Zinc supports static assets without leaving net/http.

At a glance

app.Static("/assets", "./public")
app.File("/robots.txt", "./public/robots.txt")
app.Mount("/files", http.FileServer(http.Dir("./public")))

Use Zinc's static helpers for normal assets and Mount when you already have a standard library handler.

Serve a directory

if err := app.Static("/assets", "./public"); err != nil {
log.Fatal(err)
}

This mounts a static handler under /assets.

Static options

Use static options to control directory behavior.

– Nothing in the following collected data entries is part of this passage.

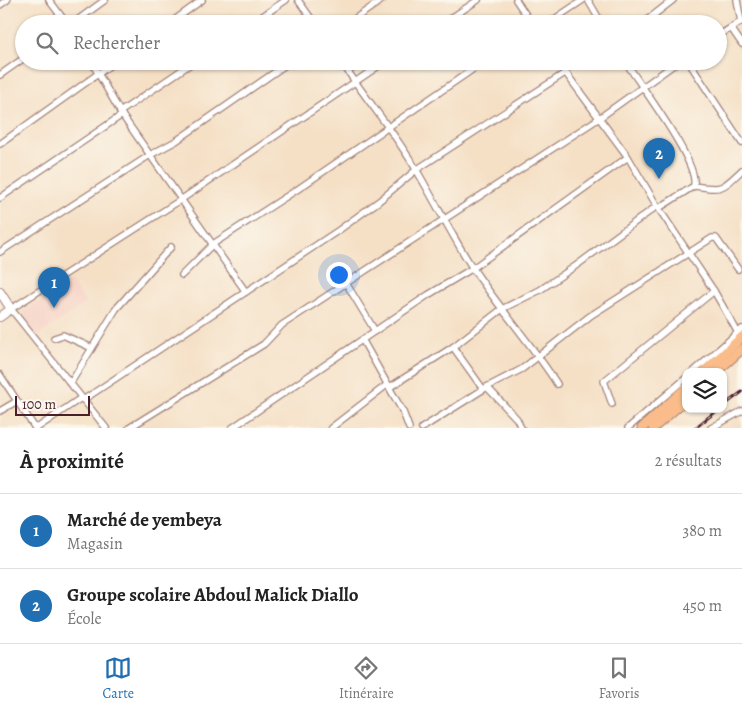 <!DOCTYPE html>
<html lang="fr">
<meta charset="utf-8">
<style>
body{margin:0;font-family:Alegreya,serif;background:#f6f6f6;color:#222}
.controls{position:absolute;right:15px;bottom:15px;display:grid;overflow:hidden;border-radius:10px;box-shadow:0 1px 4px #0004}
.controls button{width:45px;height:45px;display:grid;place-items:center;padding:0;border:0;border-bottom:1px solid #e0e0e0;background:#fff;color:#222;font:25px sans-serif}
.scale{position:absolute;left:15px;bottom:12px;width:75px;box-sizing:border-box;padding-left:5px;border:2px solid #4a1f2b;border-top:0;font-size:14px;line-height:18px;white-space:nowrap;color:#4a1f2b;-webkit-text-stroke:4px #fbf7ec;paint-order:stroke}
.you{position:absolute;left:338px;top:274px;width:18px;height:18px;margin:-12px;border:4px solid #fff;border-radius:50%;background:#1a73e8;box-shadow:0 0 0 8px #1a73e833}
.badge{display:grid;place-items:center;width:32px;height:32px;border-radius:50%;background:#1f6fb2;color:#fff;font-size:16px;font-weight:700}
.pin{position:absolute;translate:-50% -41px;filter:drop-shadow(0 1px 2px #0008)}
.pin::after{content:'';position:absolute;top:26px;width:18px;height:15px;background:inherit;clip-path:polygon(0 0,100% 0,50% 100%)}
.list{margin:0;padding:0;list-style:none}
h2{display:flex;justify-content:space-between;align-items:center;height:65px;margin:0;padding:0 20px;font-size:21px}
h2 small{font-size:16px;font-weight:400;color:#767676}
.list li{display:grid;grid-template-columns:32px 1fr auto;gap:15px;align-items:center;box-sizing:border-box;height:75px;padding:0 20px;border-top:1px solid #e0e0e0}
.list b{display:block;font-size:19px;white-space:nowrap}
.list p{margin:0;font-size:16px;white-space:nowrap;color:#767676}
.list em{font-size:16px;font-style:normal;color:#767676}
.icon{flex:none;width:28px;height:28px;fill:none;stroke:currentColor;stroke-width:2;stroke-linecap:round;stroke-linejoin:round}
.map{position:relative;flex:none;width:742px;height:428px;overflow:hidden}
.search{position:absolute;background:#fff;box-shadow:0 1px 4px #0004;left:15px;right:15px;top:15px;height:55px;display:flex;align-items:center;gap:12px;box-sizing:border-box;padding:0 18px;border-radius:28px;color:#767676;font-size:19px}
.sheet{height:215px;background:#fff}
nav{display:flex;justify-content:space-around;align-items:center;box-sizing:border-box;height:70px;border-top:1px solid #e0e0e0;background:#fff;font-size:14px;color:#767676}
nav a{display:grid;justify-items:center;gap:2px}
nav .on{color:#1f6fb2}
.map>svg:first-child{display:block}
</style>
<div class="map">
<svg width="742" height="428" viewBox="0 0 742 428">
<rect width="100%" height="100%" fill="#fbf7ec"/>
<filter id="ink" filterUnits="userSpaceOnUse"><feTurbulence type="fractalNoise" baseFrequency=".02" numOctaves="2"/><feDisplacementMap in="SourceGraphic" scale="10" xChannelSelector="R" yChannelSelector="G"/><feConvolveMatrix kernelMatrix="1 2 1 2 8 2 1 2 1" color-interpolation-filters="sRGB"/></filter>
<filter id="wash" filterUnits="userSpaceOnUse"><feTurbulence type="fractalNoise" baseFrequency=".0096" numOctaves="4" result="noise"/><feDisplacementMap in="SourceGraphic" scale="20" xChannelSelector="R" yChannelSelector="G"/><feGaussianBlur stdDeviation="1.12" result="paint"/><feColorMatrix in="noise" values="0 0 0 0 0 0 0 0 0 0 0 0 0 0 0 0 0 1.4 0 .05"/><feComposite in="paint" operator="in"/></filter>
<g filter="url(#wash)">
<rect width="100%" height="100%" fill="#f5e0c6"/>
<polygon fill="#f6d2c4" points="70,281 86,303 37,336 22,313"/>
</g>
<g filter="url(#ink)">
<g fill="none" stroke-linecap="round" stroke-linejoin="round">
<g stroke="#a08078" stroke-width="8">
<g id="minor">
<polyline points="49,0 67,24"/>
<polyline points="298,0 315,24"/>
<polyline points="516,0 532,24"/>
<polyline points="588,0 602,24"/>
<polyline points="737,0 741,22"/>
<polyline points="0,5 7,0"/>
<polyline points="72,24 105,0"/>
<polyline points="169,24 202,0"/>
<polyline points="251,24 286,0"/>
<polyline points="347,24 382,0"/>
<polyline points="442,24 478,0"/>
<polyline points="547,24 583,0"/>
<polyline points="642,24 673,0"/>
<polyline points="731,28 742,44"/>
<polyline points="718,36 742,21"/>
<polyline points="91,61 122,115 246,292"/>
<path d="M341,61C365,98 395,133 417,171C436,203 452,236 472,267C499,308 531,343 557,384"/>
<polyline points="557,61 628,157 657,206 714,291 741,338"/>
<path d="M625,61C640,85 699,162 694,186L659,208"/>
<polyline points="688,61 742,143"/>
<polyline points="0,75 24,58"/>
<polyline points="120,112 195,61"/>
<polyline points="0,144 116,61"/>
<path d="M694,186C723,190 721,190 742,170"/>
<polyline points="0,198 122,115"/>
<polyline points="0,252 150,155 176,141 291,61"/>
<polyline points="182,275 213,244 298,189 485,61"/>
<polyline points="346,283 375,331"/>
<polyline points="54,338 63,335 92,348"/>
<polyline points="363,341 403,412 409,428"/>
<polyline points="453,347 483,389"/>
<polyline points="693,372 742,329"/>
<polyline points="0,375 35,428"/>
<polyline points="70,384 116,309 171,247"/>
<polyline points="390,387 453,347 502,309 540,290 577,265 657,206"/>
<polyline points="487,387 517,419 521,428"/>
<polyline points="83,400 339,230 379,201 416,170 565,73"/>
<polyline points="612,404 604,381 714,291"/>
<polyline points="0,411 17,401"/>
<polyline points="37,428 81,398"/>
<polyline points="106,428 11,309 182,199 386,61"/>
<polyline points="129,428 264,344 282,325 598,119 679,61"/>
<polyline points="232,428 428,295 473,268 628,157"/>
<polyline points="331,428 388,384"/>
<polyline points="422,428 487,387 522,369 590,316 712,238 716,238 738,269"/>
<polyline points="628,428 686,378"/>
<polyline points="711,428 742,411"/>
</g>
</g>
<g stroke="#a08078" stroke-width="10">
<polyline id="tertiary" points="0,292 11,309 0,317"/>
</g>
<g stroke="#a08078" stroke-width="11">
<g id="primary">
<polyline points="704,372 742,337"/>
<polyline points="716,372 742,349"/>
<polyline points="642,428 686,388"/>
<polyline points="653,428 686,399"/>
</g>
</g>
<use href="#minor" stroke="#fff" stroke-width="5.5"/>
<use href="#tertiary" stroke="#fff" stroke-width="8"/>
<use href="#primary" stroke="#f9bc8a" stroke-width="9"/>
<g stroke="#4a1f2b" stroke-width="3">
<g id="rail">
<polyline points="723,406 742,392"/>
<polyline points="695,428 719,409"/>
</g>
</g>
<use href="#rail" stroke="#fbf7ec" stroke-width="1" stroke-dasharray="4" stroke-linecap="butt"/>
</g>
</g>
</svg>
<div class="controls">
<button><svg class="icon" aria-label="layers" viewBox="0 0 24 24"><path d="M12 4l9 5-9 5-9-5zM3 14l9 5 9-5"/></svg></button>
</div>
<div class="scale">100 m</div>
<div class="you"></div>
<div class="pin badge" style="left:54px;top:308px">1</div>
<div class="pin badge" style="left:659px;top:179px">2</div>
<div class="search"><svg class="icon" aria-label="search" viewBox="0 0 24 24"><circle cx="10" cy="10" r="6"/><path d="M15 15l6 6"/></svg>Rechercher</div>
</div>
<section class="sheet">
<h2>À proximité<small>2 résultats</small></h2>
<ul class="list">
<li><span class="badge">1</span><div><b>Marché de yembeya</b><p>Magasin</p></div><em>380 m</em></li>
<li><span class="badge">2</span><div><b>Groupe scolaire Abdoul Malick Diallo</b><p>École</p></div><em>450 m</em></li>
</ul>
</section>
<nav>
<a class="on"><svg class="icon" aria-label="map" viewBox="0 0 24 24"><path d="M3 6l6-2 6 2 6-2v14l-6 2-6-2-6 2zM9 4v14M15 6v14"/></svg>Carte</a>
<a><svg class="icon" aria-label="directions" viewBox="0 0 24 24"><path d="M12 3l9 9-9 9-9-9zM9 14v-3h6M13 9l2 2-2 2"/></svg>Itinéraire</a>
<a><svg class="icon" aria-label="saved" viewBox="0 0 24 24"><path d="M7 4h10v16l-5-4-5 4z"/></svg>Favoris</a>
</nav>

if err := app.Static("/docs", "./docs-public",
zinc.WithStaticIndex("home.html"),
zinc.WithStaticBrowse(true),
); err != nil {
log.Fatal(err)
}

Available options:

  • WithStaticIndex(index string)
  • WithStaticBrowse(enabled bool)

Behavior:

  • custom index files are served for directory requests when available
  • directory listing works when browse mode is enabled
  • unsafe traversal paths are rejected

Serve a single file

if err := app.File("/robots.txt", "./public/robots.txt"); err != nil {
log.Fatal(err)
}

Use an fs.FS

Zinc works with embedded filesystems and other fs.FS implementations.

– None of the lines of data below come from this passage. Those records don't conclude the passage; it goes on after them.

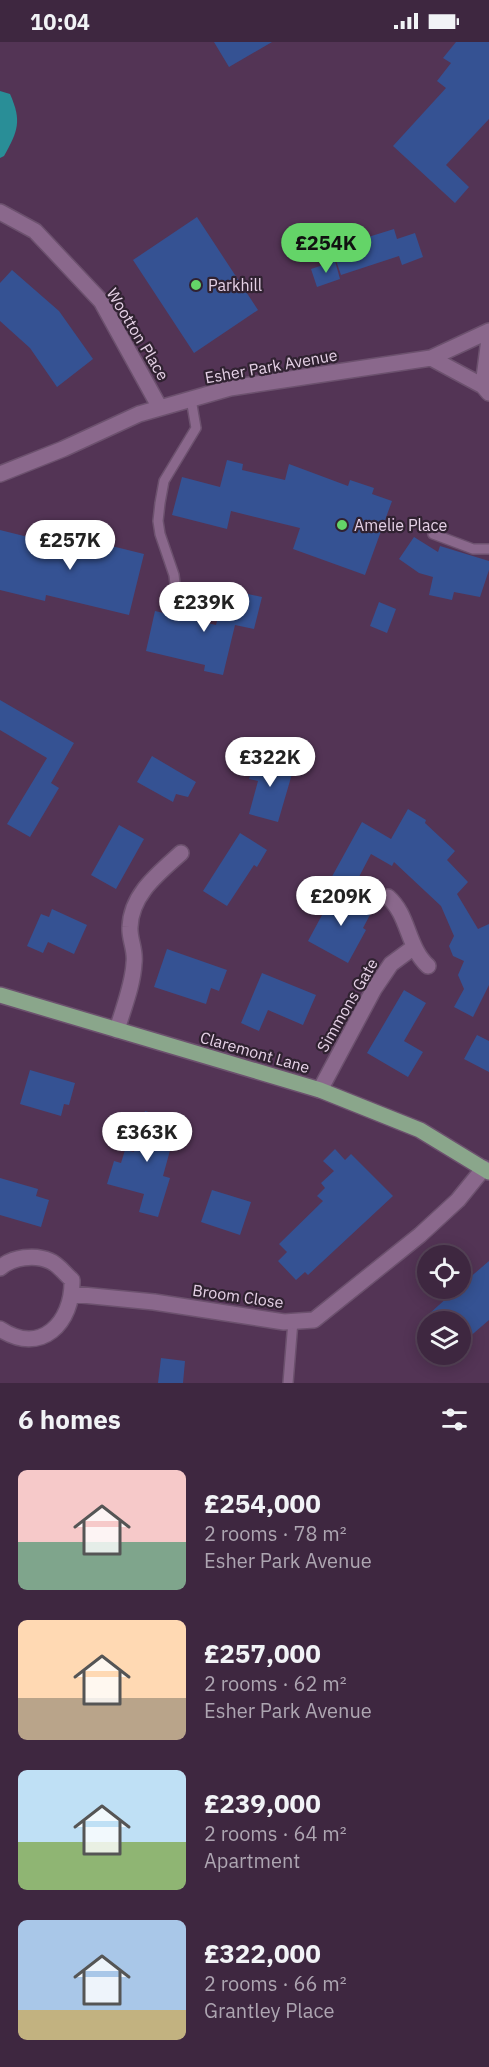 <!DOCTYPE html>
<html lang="en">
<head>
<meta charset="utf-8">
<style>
  :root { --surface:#3e2740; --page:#49334b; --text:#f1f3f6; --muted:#ada5b1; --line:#574459; --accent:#64d468 }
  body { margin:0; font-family:"IBM Plex Sans",sans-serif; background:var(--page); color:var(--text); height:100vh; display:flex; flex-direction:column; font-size:22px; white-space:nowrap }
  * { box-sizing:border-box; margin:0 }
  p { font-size:20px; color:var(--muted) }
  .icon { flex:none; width:33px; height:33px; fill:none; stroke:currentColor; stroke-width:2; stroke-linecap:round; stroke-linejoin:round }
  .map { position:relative; height:1341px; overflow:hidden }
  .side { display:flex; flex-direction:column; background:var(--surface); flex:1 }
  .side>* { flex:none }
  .controls { position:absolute; left:417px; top:1203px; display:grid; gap:12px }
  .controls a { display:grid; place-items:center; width:54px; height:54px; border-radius:50%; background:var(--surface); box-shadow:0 3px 15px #0003,0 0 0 2px var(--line); font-size:30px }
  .price { position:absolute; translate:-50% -51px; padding:0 14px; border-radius:21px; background:#fff; color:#222; font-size:20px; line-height:39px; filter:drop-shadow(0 2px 3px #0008) }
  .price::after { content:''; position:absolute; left:50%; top:36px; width:18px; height:14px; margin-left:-9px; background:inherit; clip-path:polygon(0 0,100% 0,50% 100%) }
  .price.selected { background:var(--accent); color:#111 }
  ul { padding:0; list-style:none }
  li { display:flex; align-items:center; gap:18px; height:150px; padding:0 18px }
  li span { display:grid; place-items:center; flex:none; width:168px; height:120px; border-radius:9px; color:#555 }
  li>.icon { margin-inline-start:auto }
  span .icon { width:72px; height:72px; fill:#fffc; stroke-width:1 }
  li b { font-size:26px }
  h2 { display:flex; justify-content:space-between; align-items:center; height:72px; padding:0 18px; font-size:26px }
  .status { display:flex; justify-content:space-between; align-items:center; height:42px; padding:0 30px; background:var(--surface); direction:ltr }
  .status svg { height:16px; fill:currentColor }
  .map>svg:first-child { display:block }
  .water { fill:#298e97 }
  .building { fill:#355293 }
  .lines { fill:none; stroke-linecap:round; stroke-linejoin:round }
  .lane-casing { stroke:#6c516e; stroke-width:12 }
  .street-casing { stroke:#6c516e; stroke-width:18 }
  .primary-casing { stroke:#6c516e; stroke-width:18 }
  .lane { stroke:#8a688c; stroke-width:9 }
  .street { stroke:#8a688c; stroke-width:15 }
  .primary { stroke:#8aa68b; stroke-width:15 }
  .poi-dot { fill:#64d468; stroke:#302231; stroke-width:2 }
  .labels { text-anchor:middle; stroke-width:4.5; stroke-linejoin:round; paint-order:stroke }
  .poi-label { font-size:16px; fill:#e5d1e6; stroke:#302231; text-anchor:start }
  .street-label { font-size:16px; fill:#e5d1e6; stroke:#302231 }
</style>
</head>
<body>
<div class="status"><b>10:04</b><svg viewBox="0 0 49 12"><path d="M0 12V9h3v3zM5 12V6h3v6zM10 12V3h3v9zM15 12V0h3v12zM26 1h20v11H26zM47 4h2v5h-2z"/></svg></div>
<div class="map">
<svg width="489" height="1341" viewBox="0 0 489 1341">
  <rect width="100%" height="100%" fill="#533455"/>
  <path class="water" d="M0,49L10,52C22,79 18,89 4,114L0,116Z"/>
  <path class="building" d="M214,0H272L229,25Z
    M456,0H489V77L446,123L469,145L455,161L393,104L446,46L437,39L451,21L443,16Z
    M197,175L258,268L194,311L133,218Z
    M394,187L397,197L415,191L423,215L402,223L399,214L341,233L329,198L346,192L349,201Z
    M335,219L340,237L317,245L311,227Z
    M12,228L59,269L93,317L57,345L30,306L0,279V241Z
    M227,418L243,422L242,428L285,438L289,422L348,444L350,438L374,446L372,452L392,459L365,533L293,507L300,486L231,469L227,487L172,473L182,435L220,445Z
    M0,488L56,502L59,491L144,512L129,573L46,553L45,559L0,548Z
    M414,495L438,510L440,504L489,519V528L480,555L454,550L452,558L429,553L433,535L419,531L399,517Z
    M234,549L262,555L254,587L235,583L223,633L204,629L205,623L146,609L155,569L216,583L223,556L232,558Z
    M379,560L396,567L387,591L370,584Z
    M0,658L74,701L51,741L59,746L30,795L7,782L47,716L0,688Z
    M152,714L196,740L188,755L176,752L173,760L137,740Z
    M256,714L294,725L278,780L249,772L258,739L249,737Z
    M408,767L426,778L425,781L455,809L447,818L468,840L457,852L478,887L489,882V943L473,975L454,965L464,947L458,933L464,919L453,914L449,904L454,894L441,864L394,820L392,824L371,812L350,852L329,840L362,780L391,797Z
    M119,783L144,797L116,847L91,833Z
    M240,791L267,808L257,825L254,823L227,864L203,849Z
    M335,849L372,869L363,886L366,888L348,921L308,899Z
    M52,867L87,883L74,912L48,900L43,911L27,904L41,872L49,875Z
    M167,907L227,928L219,949L211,946L206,962L154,945Z
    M262,931L316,953L303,983L268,968L259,989L241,981Z
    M404,948L426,961L404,999L423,1010L408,1035L367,1011Z
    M477,993L489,999V1030L464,1017Z
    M30,1028L75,1041L69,1063L64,1062L61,1074L20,1062Z
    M145,1069L178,1079L163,1134L170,1136L158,1175L139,1170L144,1152L107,1142L114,1119L121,1121L125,1108L134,1110Z
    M335,1107L345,1118L351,1112L393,1154L308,1233L305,1230L296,1238L278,1219L287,1210L279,1202L323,1159L317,1154L325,1146L321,1141L334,1129L323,1119Z
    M0,1136L38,1147L36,1154L49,1158L41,1185L0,1173Z
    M212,1148L251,1160L240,1193L201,1180Z
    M489,1219V1278L460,1303V1280H420L458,1246H460V1244Z
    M161,1316L185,1319L183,1341H158Z"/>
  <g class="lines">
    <defs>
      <path id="lane" d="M433,492L473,507H489
        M176,550L174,533L160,492L158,479L160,461L164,439L196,386L191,357
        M288,1341L293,1279"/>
      <path id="street" d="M0,170L35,189L101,259L160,366
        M431,316L489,289
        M483,344L489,297
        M0,432L63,407L139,372L230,346L431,316L483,344L489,351
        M388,855C409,873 407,905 428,924
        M117,988C123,967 133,943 134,921C136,908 129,897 130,885C131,852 159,831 181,811
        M320,1048L374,947L391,922L414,905
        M0,1226C12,1215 35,1212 50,1219C58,1222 65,1232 72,1238C73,1281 41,1314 0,1287
        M72,1252L154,1260L284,1280L314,1278L420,1193L458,1158L484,1126"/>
      <path id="primary" d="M0,953L320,1048L420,1088L489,1130"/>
    </defs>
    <use href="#lane" class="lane-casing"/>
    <use href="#street" class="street-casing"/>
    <use href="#primary" class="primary-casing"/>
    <use href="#lane" class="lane"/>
    <use href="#street" class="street"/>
    <use href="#primary" class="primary"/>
  </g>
  <g class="poi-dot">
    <circle cx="196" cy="243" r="6"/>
    <circle cx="342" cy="483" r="6"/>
  </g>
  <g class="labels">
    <g class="poi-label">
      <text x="208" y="249">Parkhill</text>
      <text x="354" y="489">Amelie Place</text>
    </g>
    <g class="street-label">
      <text transform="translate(138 292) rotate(59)" y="6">Wootton Place</text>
      <text transform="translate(271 324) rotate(-10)" y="6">Esher Park Avenue</text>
      <text transform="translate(347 963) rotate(-60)" y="6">Simmons Gate</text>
      <text transform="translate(255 1010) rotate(16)" y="6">Claremont Lane</text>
      <text transform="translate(238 1254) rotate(8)" y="6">Broom Close</text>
    </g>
  </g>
</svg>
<div class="controls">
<a><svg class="icon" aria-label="locate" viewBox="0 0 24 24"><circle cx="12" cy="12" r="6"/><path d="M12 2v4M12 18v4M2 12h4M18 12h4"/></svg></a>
<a><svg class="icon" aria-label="layers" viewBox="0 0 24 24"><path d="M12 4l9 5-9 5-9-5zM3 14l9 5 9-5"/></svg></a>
</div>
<b class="price selected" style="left:326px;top:232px">£254K</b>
<b class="price" style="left:70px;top:529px">£257K</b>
<b class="price" style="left:204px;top:591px">£239K</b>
<b class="price" style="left:270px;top:746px">£322K</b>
<b class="price" style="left:341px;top:885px">£209K</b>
<b class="price" style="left:147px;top:1121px">£363K</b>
</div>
<section class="side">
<h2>6 homes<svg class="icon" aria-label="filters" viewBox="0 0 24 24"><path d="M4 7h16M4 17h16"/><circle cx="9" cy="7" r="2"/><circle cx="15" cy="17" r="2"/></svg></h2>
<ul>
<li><span style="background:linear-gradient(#f6c9c9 60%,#7fa58c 0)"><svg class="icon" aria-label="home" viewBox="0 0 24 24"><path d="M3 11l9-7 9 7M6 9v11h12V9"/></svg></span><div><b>£254,000</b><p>2 rooms · 78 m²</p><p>Esher Park Avenue</p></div></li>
<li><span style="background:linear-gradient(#ffd9b3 65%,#b9a48a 0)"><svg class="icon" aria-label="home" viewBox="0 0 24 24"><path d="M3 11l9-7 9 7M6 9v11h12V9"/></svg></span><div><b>£257,000</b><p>2 rooms · 62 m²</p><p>Esher Park Avenue</p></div></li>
<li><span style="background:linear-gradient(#bfe0f5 60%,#8fb573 0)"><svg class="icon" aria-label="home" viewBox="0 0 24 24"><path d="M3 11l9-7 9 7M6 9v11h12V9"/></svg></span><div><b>£239,000</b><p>2 rooms · 64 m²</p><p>Apartment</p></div></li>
<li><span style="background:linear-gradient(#a9c7e8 75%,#c2b280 0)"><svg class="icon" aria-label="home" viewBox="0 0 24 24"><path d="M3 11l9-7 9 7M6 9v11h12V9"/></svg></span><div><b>£322,000</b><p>2 rooms · 66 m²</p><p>Grantley Place</p></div></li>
</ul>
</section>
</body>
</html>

if err := app.StaticFS("/assets", embeddedAssets); err != nil {
log.Fatal(err)
}
if err := app.FileFS("/openapi.json", "openapi.json", embeddedAssets); err != nil {
log.Fatal(err)
}

Mounting existing handlers

If you already have a stdlib handler or third-party file server, you can mount it directly:

app.Mount("/files", http.FileServer(http.Dir("./public")))

For most Zinc applications, prefer Static and StaticFS first. They keep the setup explicit and consistent with the rest of the framework.